Count indel integration pipeline¶
Summary¶
This pipeline performs the following analysis in order:
trimmomatic PE
flash
bwa mem
count_indels_integrations2.py
Once the pipeline is finished, you will be notified by email.
Input¶
Input file is a 4-col tsv file: R1 read, R2 read, output_name, gRNA_bed_file
CRL1403_S1_R1_001.fastq.gz CRL1403_S1_R2_001.fastq.gz CRL1403_S1 CTLA4_site_9.bed
The first 3 columns can be automatically generated using --guess_input
option. Users have to fill in the last column.
The coordinates for gRNA need to include the PAM sequence.

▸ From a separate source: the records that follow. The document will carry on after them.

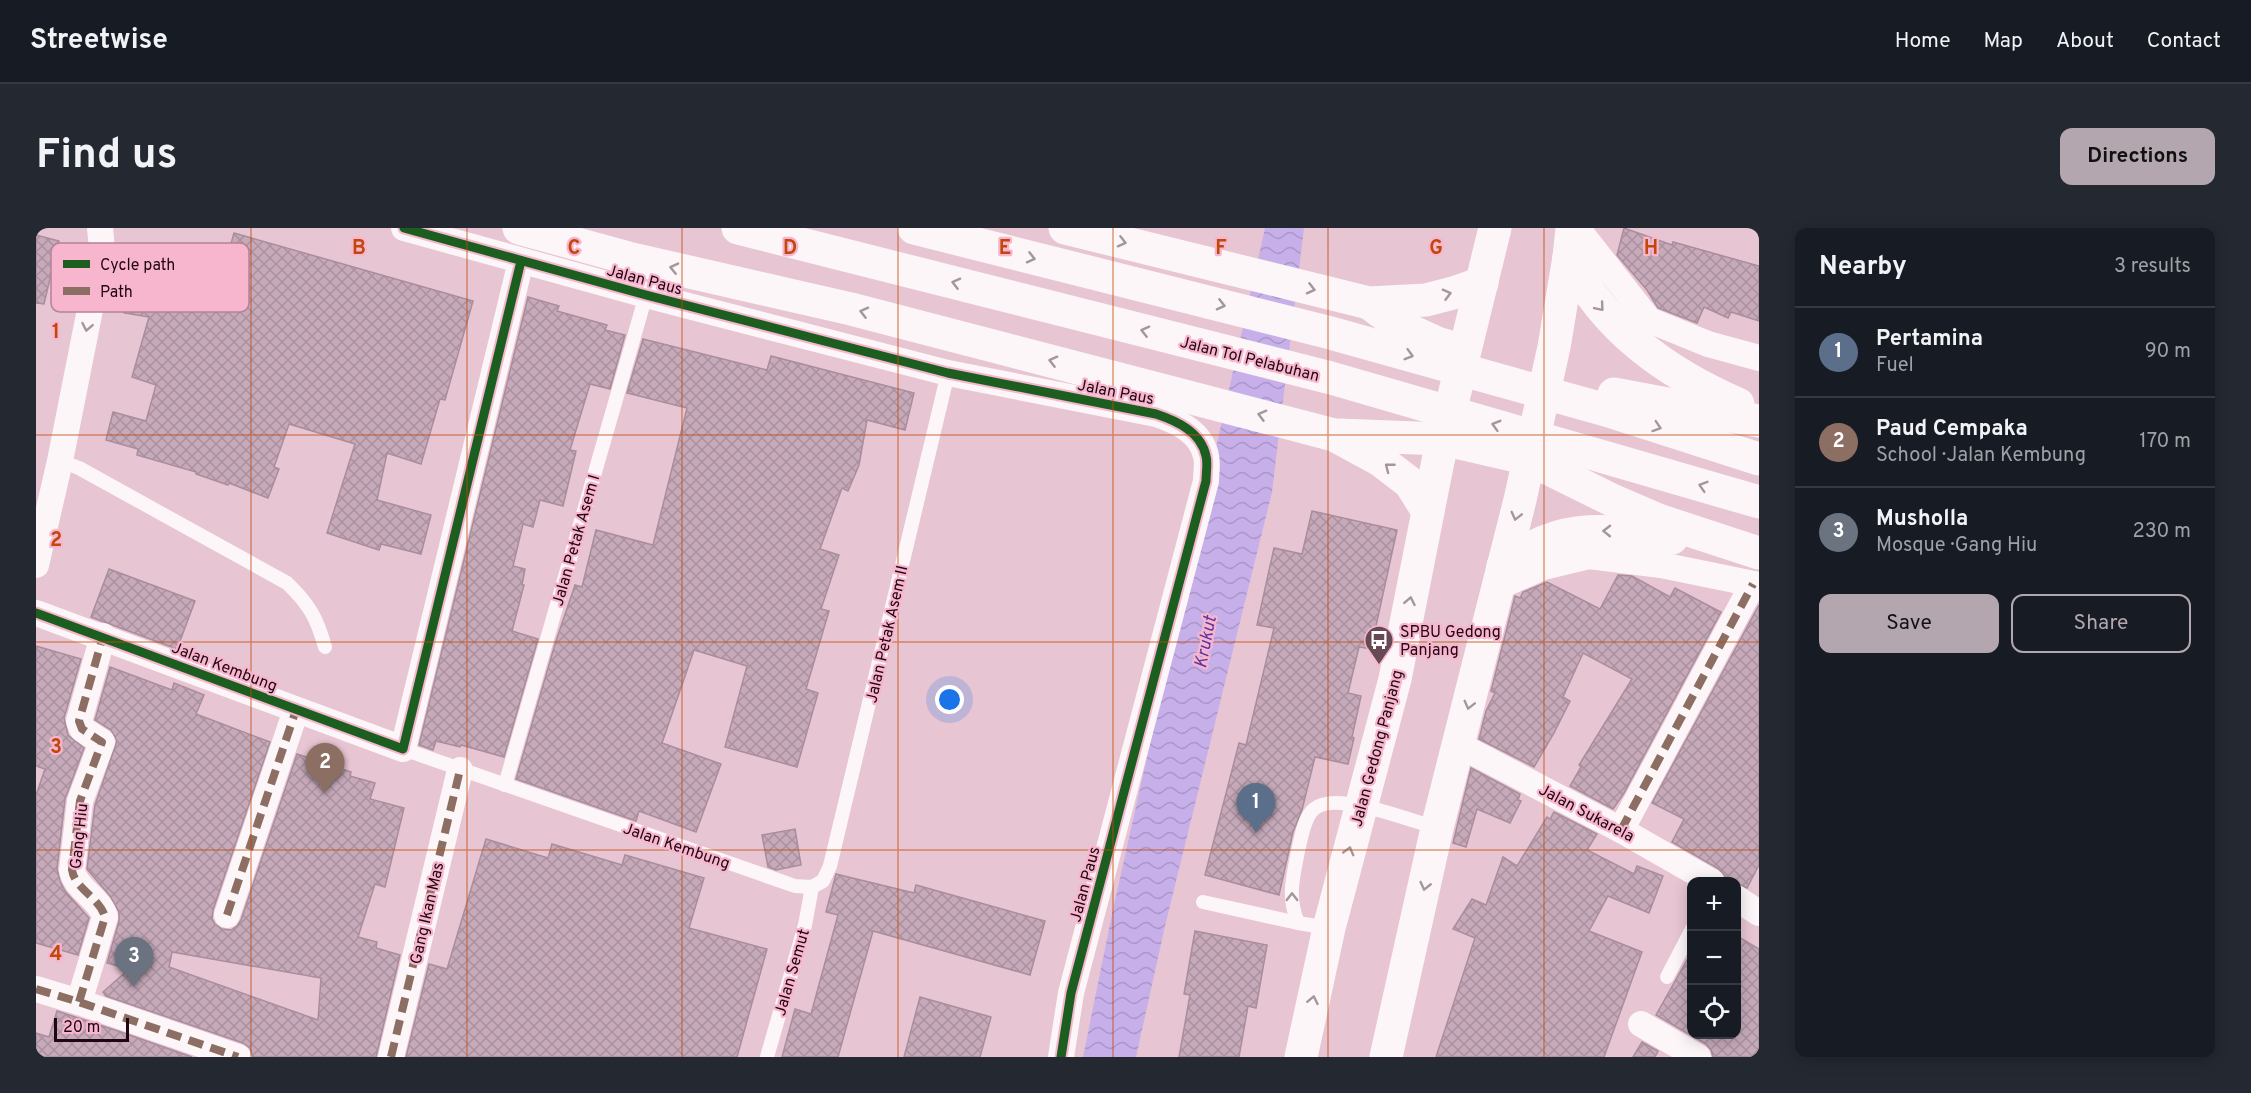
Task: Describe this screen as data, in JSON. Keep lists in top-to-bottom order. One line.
{"streets":{"main road":["Jalan Tol Pelabuhan","Jalan Gedong Panjang"],"street":["Jalan Paus","Jalan Kembung","Jalan Sukarela","Gang Hiu","Gang Ikan Mas"],"lane":["Jalan Petak Asem I","Jalan Petak Asem II","Jalan Semut"]},"crossings":[["Jalan Paus","Jalan Petak Asem I"],["Jalan Paus","Jalan Petak Asem II"],["Jalan Petak Asem I","Jalan Kembung"],["Jalan Petak Asem II","Jalan Kembung"],["Jalan Petak Asem II","Jalan Semut"],["Jalan Kembung","Gang Hiu"],["Jalan Kembung","Gang Ikan Mas"],["Jalan Kembung","Jalan Semut"]],"water":["Krukut"],"places":{"bus stop":["SPBU Gedong Panjang"]},"legend":["Cycle path","Path"],"scale_bar":"20 m","page":{"header":"Streetwise","nav":["Home","Map","About","Contact"],"buttons":["Directions",["Save","Share"]],"title":"Find us","heading":["Nearby","3 results"],"list":[{"mark":"1","name":"Pertamina","note":"Fuel","value":"90 m"},{"mark":"2","name":"Paud Cempaka","note":"School · Jalan Kembung","value":"170 m"},{"mark":"3","name":"Musholla","note":"Mosque · Gang Hiu","value":"230 m"}],"pins":["2","1","3"],"map_buttons":["+","−"],"scale":"20 m"},"grid":{"columns":["B","C","D","E","F","G","H"],"rows":["1","2","3","4"]}}
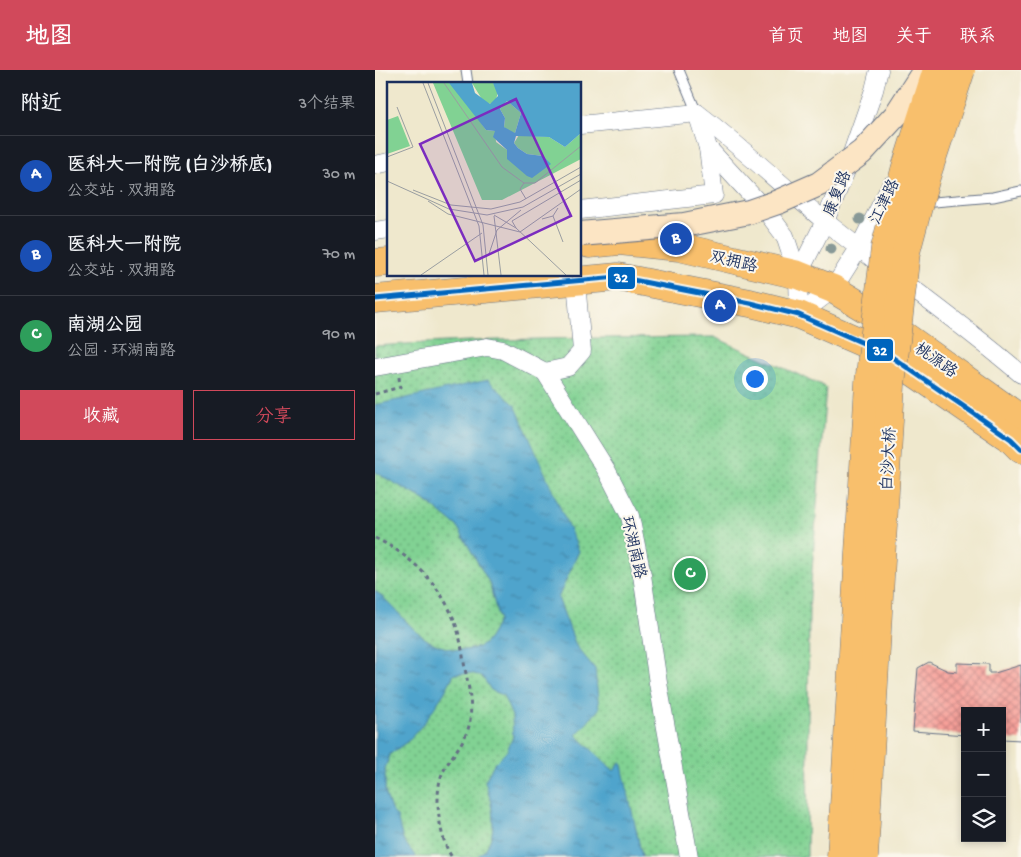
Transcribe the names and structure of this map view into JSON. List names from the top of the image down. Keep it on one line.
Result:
{"streets":{"main road":["双拥路","桃源路","白沙大桥"],"street":["康复路","江津路","环湖南路"]},"crossings":[["康复路","江津路"],["康复路","双拥路"],["康复路","桃源路"],["江津路","桃源路"],["双拥路","桃源路"]],"lines":["transit line 32"],"page":{"header":"地图","nav":["首页","地图","关于","联系"],"heading":["附近","3个结果"],"list":[{"mark":"A","name":"医科大一附院 (白沙桥底)","note":"公交站 · 双拥路","value":"30 m"},{"mark":"B","name":"医科大一附院","note":"公交站 · 双拥路","value":"70 m"},{"mark":"C","name":"南湖公园","note":"公园 · 环湖南路","value":"90 m"}],"pins":["B","A","C"],"buttons":["收藏","分享"],"map_buttons":["+","−"]}}
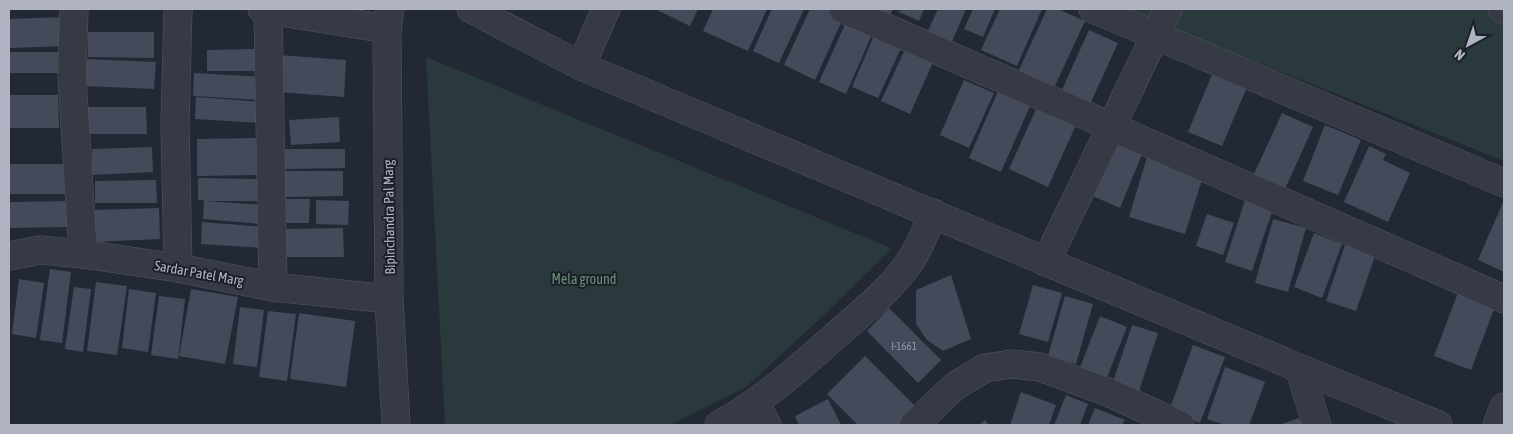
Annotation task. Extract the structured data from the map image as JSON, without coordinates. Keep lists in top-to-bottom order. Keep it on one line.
{"streets":{"street":["Bipinchandra Pal Marg","Sardar Patel Marg"]},"crossings":[["Bipinchandra Pal Marg","Sardar Patel Marg"]],"parks":["Mela ground"],"house_numbers":["I-1661"],"north":"bottom left"}
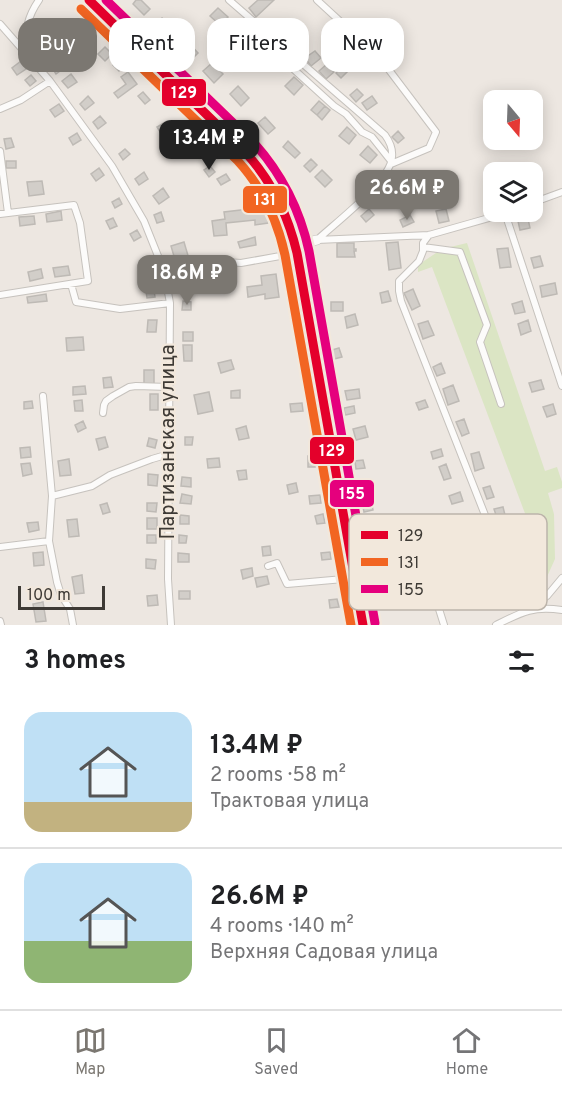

gRNA_bed_file should be 6 columns: chr, start, end, name, value (can be anything), strand
12/6/2023 updates¶
To generate a summary table for Prism to create Manhattan plot, you first need a user label tsv file, user_label.tsv
The second column is the sample ID used in your fastq file. The first column is a user label, such as donor informatin.
xxx_Control VK2379
xxx_Edit VK2380
yyy_Control VK2381
yyy_Edit VK2382
yyy_Control VK2383
yyy_Edit VK2384
Then run:
# first, login to a compute node
module load python/2.7.13
export PATH=$PATH:"/home/yli11/HemTools/bin"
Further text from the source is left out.